This article originally appeared in People’s World on Dec. 14, 2009.
A familiar saying at this time of year has it that when all the Jews spell Hanukkah the same way, Deliverance will truly have come! (Other variants include Hanukah, Chanukah, Hanuka, Khanuka, Khanike, Janucá, and more.)
The joke is telling because like most things, the holiday can be viewed from multiple perspectives. For many years, Jews considered it a minor holiday, observed with small gifts for the children and the lighting of candles on a menorah each of the eight nights of the season.

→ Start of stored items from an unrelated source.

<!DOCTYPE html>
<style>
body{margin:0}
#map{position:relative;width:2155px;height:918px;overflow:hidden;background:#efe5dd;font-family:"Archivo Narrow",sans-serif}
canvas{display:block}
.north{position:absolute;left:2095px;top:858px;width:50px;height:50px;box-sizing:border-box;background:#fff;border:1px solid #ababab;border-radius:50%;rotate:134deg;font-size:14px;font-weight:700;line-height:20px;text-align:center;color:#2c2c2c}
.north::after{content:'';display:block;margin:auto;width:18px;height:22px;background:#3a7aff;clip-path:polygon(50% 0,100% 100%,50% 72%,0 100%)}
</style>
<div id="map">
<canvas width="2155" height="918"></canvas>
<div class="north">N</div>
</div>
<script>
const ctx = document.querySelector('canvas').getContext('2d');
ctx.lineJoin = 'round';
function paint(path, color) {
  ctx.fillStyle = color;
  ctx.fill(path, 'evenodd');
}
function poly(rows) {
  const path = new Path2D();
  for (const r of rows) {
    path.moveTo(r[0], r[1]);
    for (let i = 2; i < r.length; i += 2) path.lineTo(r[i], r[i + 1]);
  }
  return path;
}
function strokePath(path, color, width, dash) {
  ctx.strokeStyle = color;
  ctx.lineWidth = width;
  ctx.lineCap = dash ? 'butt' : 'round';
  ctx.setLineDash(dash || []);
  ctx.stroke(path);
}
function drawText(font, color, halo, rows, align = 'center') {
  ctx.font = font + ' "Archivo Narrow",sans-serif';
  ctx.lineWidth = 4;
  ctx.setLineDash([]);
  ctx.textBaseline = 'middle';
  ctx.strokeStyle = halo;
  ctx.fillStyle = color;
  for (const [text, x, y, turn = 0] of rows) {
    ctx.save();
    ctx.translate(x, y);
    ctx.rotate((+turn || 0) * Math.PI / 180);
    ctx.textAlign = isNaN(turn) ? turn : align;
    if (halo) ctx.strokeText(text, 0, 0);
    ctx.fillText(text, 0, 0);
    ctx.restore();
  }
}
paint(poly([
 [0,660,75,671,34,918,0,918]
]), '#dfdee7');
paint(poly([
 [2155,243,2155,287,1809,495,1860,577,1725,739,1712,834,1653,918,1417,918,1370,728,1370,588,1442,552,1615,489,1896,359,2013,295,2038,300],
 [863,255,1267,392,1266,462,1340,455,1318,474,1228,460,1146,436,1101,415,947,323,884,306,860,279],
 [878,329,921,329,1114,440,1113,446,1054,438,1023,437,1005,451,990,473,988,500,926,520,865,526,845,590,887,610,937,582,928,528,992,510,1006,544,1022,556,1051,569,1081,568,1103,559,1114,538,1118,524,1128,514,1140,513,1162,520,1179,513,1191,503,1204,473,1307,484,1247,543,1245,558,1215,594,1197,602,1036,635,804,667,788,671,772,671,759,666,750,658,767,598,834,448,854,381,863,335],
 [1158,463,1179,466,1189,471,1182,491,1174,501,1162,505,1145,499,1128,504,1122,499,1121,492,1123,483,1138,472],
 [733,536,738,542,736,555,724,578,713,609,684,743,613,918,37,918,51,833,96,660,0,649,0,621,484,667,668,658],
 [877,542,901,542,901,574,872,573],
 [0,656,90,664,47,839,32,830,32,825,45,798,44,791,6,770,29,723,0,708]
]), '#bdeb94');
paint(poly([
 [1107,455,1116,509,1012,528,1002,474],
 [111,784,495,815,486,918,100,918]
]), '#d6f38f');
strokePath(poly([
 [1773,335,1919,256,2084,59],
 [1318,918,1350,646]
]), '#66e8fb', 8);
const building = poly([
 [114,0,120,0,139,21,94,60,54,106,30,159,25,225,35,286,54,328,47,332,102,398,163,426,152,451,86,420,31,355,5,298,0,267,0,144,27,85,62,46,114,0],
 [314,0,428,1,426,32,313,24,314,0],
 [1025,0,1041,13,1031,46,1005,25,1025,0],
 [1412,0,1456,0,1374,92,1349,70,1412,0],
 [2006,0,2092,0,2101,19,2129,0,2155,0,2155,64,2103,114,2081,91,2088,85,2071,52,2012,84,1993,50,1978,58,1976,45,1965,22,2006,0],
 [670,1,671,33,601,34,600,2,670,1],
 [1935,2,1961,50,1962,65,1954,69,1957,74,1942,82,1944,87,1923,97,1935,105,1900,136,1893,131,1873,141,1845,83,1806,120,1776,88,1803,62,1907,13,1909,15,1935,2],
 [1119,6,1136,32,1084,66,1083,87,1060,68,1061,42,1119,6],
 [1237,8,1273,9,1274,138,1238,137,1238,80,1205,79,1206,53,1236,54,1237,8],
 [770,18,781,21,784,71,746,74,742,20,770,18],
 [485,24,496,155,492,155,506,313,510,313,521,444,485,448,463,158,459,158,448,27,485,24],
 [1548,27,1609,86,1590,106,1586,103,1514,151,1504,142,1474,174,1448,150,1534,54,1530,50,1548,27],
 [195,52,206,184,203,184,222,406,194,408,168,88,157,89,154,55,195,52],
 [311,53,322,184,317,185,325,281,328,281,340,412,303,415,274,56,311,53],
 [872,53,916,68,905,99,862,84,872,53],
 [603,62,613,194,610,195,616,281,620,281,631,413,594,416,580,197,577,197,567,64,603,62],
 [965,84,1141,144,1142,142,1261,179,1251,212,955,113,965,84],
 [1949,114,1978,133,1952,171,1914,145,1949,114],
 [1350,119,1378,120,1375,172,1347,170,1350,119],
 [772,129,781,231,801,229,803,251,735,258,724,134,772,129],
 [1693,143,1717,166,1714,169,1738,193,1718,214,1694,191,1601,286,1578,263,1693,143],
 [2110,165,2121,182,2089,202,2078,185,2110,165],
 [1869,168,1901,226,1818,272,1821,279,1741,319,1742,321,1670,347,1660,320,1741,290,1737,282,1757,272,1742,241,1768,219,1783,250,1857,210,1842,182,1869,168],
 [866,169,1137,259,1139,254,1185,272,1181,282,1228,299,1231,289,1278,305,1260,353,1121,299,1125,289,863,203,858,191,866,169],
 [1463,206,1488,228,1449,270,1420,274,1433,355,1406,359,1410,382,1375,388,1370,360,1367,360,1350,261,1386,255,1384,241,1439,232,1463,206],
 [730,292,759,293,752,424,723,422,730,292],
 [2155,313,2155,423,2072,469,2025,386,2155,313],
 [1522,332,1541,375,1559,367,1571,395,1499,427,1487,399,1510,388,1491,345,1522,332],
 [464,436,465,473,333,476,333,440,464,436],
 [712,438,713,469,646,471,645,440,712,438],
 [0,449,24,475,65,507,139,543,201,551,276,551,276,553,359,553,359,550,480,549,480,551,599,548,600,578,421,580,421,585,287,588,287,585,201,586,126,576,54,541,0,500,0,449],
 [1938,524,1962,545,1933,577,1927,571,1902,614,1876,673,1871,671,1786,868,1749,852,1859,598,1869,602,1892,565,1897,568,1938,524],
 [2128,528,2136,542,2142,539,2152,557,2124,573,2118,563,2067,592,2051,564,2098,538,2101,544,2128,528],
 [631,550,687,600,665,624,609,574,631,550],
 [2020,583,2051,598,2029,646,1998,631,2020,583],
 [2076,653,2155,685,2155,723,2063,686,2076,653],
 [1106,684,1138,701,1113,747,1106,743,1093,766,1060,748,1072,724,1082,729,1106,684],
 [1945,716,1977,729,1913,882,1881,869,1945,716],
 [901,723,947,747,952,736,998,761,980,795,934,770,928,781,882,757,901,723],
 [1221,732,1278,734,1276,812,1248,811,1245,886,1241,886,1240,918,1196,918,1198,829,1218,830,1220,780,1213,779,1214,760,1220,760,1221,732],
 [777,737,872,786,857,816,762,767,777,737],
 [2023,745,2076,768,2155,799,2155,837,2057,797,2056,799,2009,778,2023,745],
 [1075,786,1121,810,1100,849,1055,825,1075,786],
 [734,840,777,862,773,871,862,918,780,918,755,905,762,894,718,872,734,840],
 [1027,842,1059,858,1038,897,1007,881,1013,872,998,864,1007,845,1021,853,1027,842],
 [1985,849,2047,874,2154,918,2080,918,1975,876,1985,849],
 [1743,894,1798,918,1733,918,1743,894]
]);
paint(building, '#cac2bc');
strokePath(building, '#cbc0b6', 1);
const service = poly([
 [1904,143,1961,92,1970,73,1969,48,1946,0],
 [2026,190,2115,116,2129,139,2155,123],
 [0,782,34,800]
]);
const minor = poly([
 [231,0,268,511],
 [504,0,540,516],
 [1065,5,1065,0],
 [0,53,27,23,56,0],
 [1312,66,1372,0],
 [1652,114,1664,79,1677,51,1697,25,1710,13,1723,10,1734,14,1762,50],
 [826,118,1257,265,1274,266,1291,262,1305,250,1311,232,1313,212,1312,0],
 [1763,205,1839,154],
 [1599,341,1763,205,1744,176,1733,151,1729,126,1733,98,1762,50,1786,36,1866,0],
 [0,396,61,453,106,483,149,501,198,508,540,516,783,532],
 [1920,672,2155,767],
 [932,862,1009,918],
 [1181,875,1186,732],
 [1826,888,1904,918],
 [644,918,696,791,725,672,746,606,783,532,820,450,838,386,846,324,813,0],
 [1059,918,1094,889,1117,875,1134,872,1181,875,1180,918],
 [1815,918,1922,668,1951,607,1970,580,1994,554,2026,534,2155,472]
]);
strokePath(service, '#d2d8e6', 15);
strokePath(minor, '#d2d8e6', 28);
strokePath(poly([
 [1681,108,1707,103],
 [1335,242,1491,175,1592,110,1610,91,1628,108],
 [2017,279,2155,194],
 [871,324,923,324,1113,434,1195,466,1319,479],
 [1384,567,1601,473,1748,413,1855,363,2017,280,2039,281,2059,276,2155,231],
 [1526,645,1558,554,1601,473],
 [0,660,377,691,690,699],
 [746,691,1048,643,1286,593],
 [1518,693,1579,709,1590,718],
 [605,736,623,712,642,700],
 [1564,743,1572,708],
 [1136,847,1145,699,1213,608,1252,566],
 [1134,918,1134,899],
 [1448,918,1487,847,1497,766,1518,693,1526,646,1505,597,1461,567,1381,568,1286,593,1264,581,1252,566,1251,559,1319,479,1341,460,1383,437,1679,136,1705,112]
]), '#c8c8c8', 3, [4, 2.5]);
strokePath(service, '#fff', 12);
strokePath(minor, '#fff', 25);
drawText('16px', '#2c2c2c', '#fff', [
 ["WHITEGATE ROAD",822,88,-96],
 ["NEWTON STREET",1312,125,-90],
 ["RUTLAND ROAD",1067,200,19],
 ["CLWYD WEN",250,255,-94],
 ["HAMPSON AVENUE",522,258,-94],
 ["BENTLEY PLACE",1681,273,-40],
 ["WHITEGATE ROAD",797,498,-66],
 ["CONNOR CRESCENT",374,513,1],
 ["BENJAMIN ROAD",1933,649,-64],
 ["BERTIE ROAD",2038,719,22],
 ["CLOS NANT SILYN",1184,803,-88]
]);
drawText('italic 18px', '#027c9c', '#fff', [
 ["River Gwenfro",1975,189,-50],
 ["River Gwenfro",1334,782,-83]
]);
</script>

It is no coincidence that Hanukkah is called the “Festival of Lights.”
There’s no mystery in understanding why Jews, and perhaps most peoples, celebrate a holiday of light at the time of the winter solstice. The Yule log, the Christmas lights, the evergreen, the Kwanzaa candelabrum, are all cheerful reminders of hope and promise in the cycle of rebirth that will return in the spring with the New Year. When Americans wish one another a generalized “Happy Holidays,” we express a sincere universality of shared warmth amidst our collective cold.
Hanukkah is the only Jewish holiday (until modern times) with verifiable historical roots. It commemorates the revolt of the Maccabees in 167-164 BCE (Before the Common Era, as Jews prefer to say), against the Greek occupation of Jerusalem and Palestine. The Greeks had imposed the rule of law, philosophy, religion, debate and governance at odds with traditional Jewish practice. The Maccabean rebellion was directed as much against Greek hegemony as against fellow Jews they accused of becoming overly “Hellenized,” giving up circumcision, for example, eating pork or engaging in nude sporting matches.
Although celebrated for having conducted the first successful documented revolution for “national liberation” and religious freedom, the Maccabees are also disparaged by history for having established a corrupt dynasty of priestly kings, a theocratic mixing of “church and state.” Later rabbinical authorities looked back on this disastrous period and invented the charming story of the miracle of the vial of oil that lasted for eight days, trying to convert the significance of the holiday into one of awe of God and his wonders, rather than military victory.
Incidentally, the Hanukkah story inspired the American colonists in their struggle against King George III. How could people so profoundly influenced by Christian theology oppose the divine right of kings? Well, just look at the First Book of Maccabees and there you have it: “Resistance to tyranny is obedience to God.” And from that principle, how many people of faith, and entire movements for civil rights and freedom, have taken a potent lesson! (Needless to say, right-wing ideologues also cite such passages – one of the dangers of relying on Biblical literalism.)
In modern times, defenders of the West Bank occupation cite the Maccabean spirit as an expression of the militarist solution to Israel’s survival. Curiously, those who most loudly insist on the definition of Israel as a “Jewish state” thus fly directly in the face of the many later generations of rabbis who emphasized that well-known passage in Zechariah 4:6 that warns us, “Not by might, nor by power, but by my spirit, saith the Lord of hosts.”
So the controversy over the essential meaning of Hanukkah continues and perhaps can never be pinned down definitively. Perhaps it’s best left as a joyous holiday for children that brings the Jewish component to the bountiful table of multiculturalism as we anticipate the return of sunny days.